#### DATA FOR PROCESSING
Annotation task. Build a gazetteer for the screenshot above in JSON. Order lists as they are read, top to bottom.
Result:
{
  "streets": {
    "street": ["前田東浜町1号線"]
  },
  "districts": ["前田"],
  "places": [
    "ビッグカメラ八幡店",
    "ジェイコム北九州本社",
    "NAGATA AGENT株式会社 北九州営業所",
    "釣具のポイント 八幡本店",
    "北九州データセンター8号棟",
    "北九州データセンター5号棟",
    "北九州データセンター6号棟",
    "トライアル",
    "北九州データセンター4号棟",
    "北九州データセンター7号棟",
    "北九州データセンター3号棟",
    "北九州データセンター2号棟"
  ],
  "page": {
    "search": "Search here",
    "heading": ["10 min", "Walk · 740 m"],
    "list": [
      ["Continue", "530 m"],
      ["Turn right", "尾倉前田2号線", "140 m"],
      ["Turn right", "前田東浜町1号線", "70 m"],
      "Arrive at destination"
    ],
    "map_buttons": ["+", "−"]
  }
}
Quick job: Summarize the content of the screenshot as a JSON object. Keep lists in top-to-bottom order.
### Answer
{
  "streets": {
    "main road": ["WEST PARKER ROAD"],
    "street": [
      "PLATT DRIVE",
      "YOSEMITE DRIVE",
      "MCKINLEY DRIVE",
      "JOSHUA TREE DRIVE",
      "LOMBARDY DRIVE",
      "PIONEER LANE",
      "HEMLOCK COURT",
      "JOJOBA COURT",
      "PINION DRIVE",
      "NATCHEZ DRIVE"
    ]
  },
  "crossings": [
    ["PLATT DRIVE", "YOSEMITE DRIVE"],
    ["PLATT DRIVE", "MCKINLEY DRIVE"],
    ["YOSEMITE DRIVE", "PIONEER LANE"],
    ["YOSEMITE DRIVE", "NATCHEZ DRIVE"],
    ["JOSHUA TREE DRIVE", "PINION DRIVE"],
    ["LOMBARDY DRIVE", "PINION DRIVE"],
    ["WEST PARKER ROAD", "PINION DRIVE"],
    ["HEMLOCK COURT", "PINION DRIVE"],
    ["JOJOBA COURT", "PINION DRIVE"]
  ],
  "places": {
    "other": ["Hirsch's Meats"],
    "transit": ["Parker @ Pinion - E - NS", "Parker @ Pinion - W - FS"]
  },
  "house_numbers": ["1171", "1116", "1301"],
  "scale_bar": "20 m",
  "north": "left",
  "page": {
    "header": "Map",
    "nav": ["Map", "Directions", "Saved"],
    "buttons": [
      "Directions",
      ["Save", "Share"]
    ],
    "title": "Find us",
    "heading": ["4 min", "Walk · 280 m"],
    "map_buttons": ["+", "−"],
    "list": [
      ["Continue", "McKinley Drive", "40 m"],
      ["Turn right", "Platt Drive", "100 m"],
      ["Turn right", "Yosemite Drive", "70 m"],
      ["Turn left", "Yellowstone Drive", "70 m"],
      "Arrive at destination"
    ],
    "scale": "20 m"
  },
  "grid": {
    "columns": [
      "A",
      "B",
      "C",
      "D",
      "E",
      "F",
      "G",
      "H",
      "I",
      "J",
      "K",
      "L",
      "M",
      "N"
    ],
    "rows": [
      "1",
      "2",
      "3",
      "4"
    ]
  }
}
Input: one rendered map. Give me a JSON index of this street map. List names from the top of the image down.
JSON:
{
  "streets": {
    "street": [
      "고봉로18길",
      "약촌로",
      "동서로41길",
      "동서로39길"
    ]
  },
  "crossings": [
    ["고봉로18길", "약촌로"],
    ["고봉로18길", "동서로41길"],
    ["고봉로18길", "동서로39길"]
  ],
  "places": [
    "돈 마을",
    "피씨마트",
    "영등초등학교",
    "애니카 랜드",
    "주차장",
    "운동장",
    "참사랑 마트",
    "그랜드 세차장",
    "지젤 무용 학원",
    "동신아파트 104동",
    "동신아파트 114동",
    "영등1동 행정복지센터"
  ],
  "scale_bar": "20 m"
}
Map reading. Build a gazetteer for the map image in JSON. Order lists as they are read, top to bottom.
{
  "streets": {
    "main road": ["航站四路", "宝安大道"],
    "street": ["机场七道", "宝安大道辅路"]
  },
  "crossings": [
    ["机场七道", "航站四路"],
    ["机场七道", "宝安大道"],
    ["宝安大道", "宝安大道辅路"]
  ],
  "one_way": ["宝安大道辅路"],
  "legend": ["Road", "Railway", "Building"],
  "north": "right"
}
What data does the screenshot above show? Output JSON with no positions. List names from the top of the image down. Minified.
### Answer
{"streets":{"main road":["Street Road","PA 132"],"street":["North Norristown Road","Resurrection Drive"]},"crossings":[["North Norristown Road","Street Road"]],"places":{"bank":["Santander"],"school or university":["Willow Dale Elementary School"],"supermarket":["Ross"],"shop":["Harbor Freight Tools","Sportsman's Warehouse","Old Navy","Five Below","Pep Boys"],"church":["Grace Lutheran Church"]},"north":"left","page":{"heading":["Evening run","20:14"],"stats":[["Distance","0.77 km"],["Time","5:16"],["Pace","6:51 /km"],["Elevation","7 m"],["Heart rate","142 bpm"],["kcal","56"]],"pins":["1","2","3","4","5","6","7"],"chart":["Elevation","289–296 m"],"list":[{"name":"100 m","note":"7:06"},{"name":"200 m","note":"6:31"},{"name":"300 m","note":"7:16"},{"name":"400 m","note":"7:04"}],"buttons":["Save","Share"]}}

#### AIM OF THE TASK
Each line of the material must be copied exactly.

#### YOUR SOLUTION
Annotation task. Build a gazetteer for the screenshot above in JSON. Order lists as they are read, top to bottom.
Result:
{
  "streets": {
    "street": ["前田東浜町1号線"]
  },
  "districts": ["前田"],
  "places": [
    "ビッグカメラ八幡店",
    "ジェイコム北九州本社",
    "NAGATA AGENT株式会社 北九州営業所",
    "釣具のポイント 八幡本店",
    "北九州データセンター8号棟",
    "北九州データセンター5号棟",
    "北九州データセンター6号棟",
    "トライアル",
    "北九州データセンター4号棟",
    "北九州データセンター7号棟",
    "北九州データセンター3号棟",
    "北九州データセンター2号棟"
  ],
  "page": {
    "search": "Search here",
    "heading": ["10 min", "Walk · 740 m"],
    "list": [
      ["Continue", "530 m"],
      ["Turn right", "尾倉前田2号線", "140 m"],
      ["Turn right", "前田東浜町1号線", "70 m"],
      "Arrive at destination"
    ],
    "map_buttons": ["+", "−"]
  }
}
Quick job: Summarize the content of the screenshot as a JSON object. Keep lists in top-to-bottom order.
### Answer
{
  "streets": {
    "main road": ["WEST PARKER ROAD"],
    "street": [
      "PLATT DRIVE",
      "YOSEMITE DRIVE",
      "MCKINLEY DRIVE",
      "JOSHUA TREE DRIVE",
      "LOMBARDY DRIVE",
      "PIONEER LANE",
      "HEMLOCK COURT",
      "JOJOBA COURT",
      "PINION DRIVE",
      "NATCHEZ DRIVE"
    ]
  },
  "crossings": [
    ["PLATT DRIVE", "YOSEMITE DRIVE"],
    ["PLATT DRIVE", "MCKINLEY DRIVE"],
    ["YOSEMITE DRIVE", "PIONEER LANE"],
    ["YOSEMITE DRIVE", "NATCHEZ DRIVE"],
    ["JOSHUA TREE DRIVE", "PINION DRIVE"],
    ["LOMBARDY DRIVE", "PINION DRIVE"],
    ["WEST PARKER ROAD", "PINION DRIVE"],
    ["HEMLOCK COURT", "PINION DRIVE"],
    ["JOJOBA COURT", "PINION DRIVE"]
  ],
  "places": {
    "other": ["Hirsch's Meats"],
    "transit": ["Parker @ Pinion - E - NS", "Parker @ Pinion - W - FS"]
  },
  "house_numbers": ["1171", "1116", "1301"],
  "scale_bar": "20 m",
  "north": "left",
  "page": {
    "header": "Map",
    "nav": ["Map", "Directions", "Saved"],
    "buttons": [
      "Directions",
      ["Save", "Share"]
    ],
    "title": "Find us",
    "heading": ["4 min", "Walk · 280 m"],
    "map_buttons": ["+", "−"],
    "list": [
      ["Continue", "McKinley Drive", "40 m"],
      ["Turn right", "Platt Drive", "100 m"],
      ["Turn right", "Yosemite Drive", "70 m"],
      ["Turn left", "Yellowstone Drive", "70 m"],
      "Arrive at destination"
    ],
    "scale": "20 m"
  },
  "grid": {
    "columns": [
      "A",
      "B",
      "C",
      "D",
      "E",
      "F",
      "G",
      "H",
      "I",
      "J",
      "K",
      "L",
      "M",
      "N"
    ],
    "rows": [
      "1",
      "2",
      "3",
      "4"
    ]
  }
}
Input: one rendered map. Give me a JSON index of this street map. List names from the top of the image down.
JSON:
{
  "streets": {
    "street": [
      "고봉로18길",
      "약촌로",
      "동서로41길",
      "동서로39길"
    ]
  },
  "crossings": [
    ["고봉로18길", "약촌로"],
    ["고봉로18길", "동서로41길"],
    ["고봉로18길", "동서로39길"]
  ],
  "places": [
    "돈 마을",
    "피씨마트",
    "영등초등학교",
    "애니카 랜드",
    "주차장",
    "운동장",
    "참사랑 마트",
    "그랜드 세차장",
    "지젤 무용 학원",
    "동신아파트 104동",
    "동신아파트 114동",
    "영등1동 행정복지센터"
  ],
  "scale_bar": "20 m"
}
Map reading. Build a gazetteer for the map image in JSON. Order lists as they are read, top to bottom.
{
  "streets": {
    "main road": ["航站四路", "宝安大道"],
    "street": ["机场七道", "宝安大道辅路"]
  },
  "crossings": [
    ["机场七道", "航站四路"],
    ["机场七道", "宝安大道"],
    ["宝安大道", "宝安大道辅路"]
  ],
  "one_way": ["宝安大道辅路"],
  "legend": ["Road", "Railway", "Building"],
  "north": "right"
}
What data does the screenshot above show? Output JSON with no positions. List names from the top of the image down. Minified.
### Answer
{"streets":{"main road":["Street Road","PA 132"],"street":["North Norristown Road","Resurrection Drive"]},"crossings":[["North Norristown Road","Street Road"]],"places":{"bank":["Santander"],"school or university":["Willow Dale Elementary School"],"supermarket":["Ross"],"shop":["Harbor Freight Tools","Sportsman's Warehouse","Old Navy","Five Below","Pep Boys"],"church":["Grace Lutheran Church"]},"north":"left","page":{"heading":["Evening run","20:14"],"stats":[["Distance","0.77 km"],["Time","5:16"],["Pace","6:51 /km"],["Elevation","7 m"],["Heart rate","142 bpm"],["kcal","56"]],"pins":["1","2","3","4","5","6","7"],"chart":["Elevation","289–296 m"],"list":[{"name":"100 m","note":"7:06"},{"name":"200 m","note":"6:31"},{"name":"300 m","note":"7:16"},{"name":"400 m","note":"7:04"}],"buttons":["Save","Share"]}}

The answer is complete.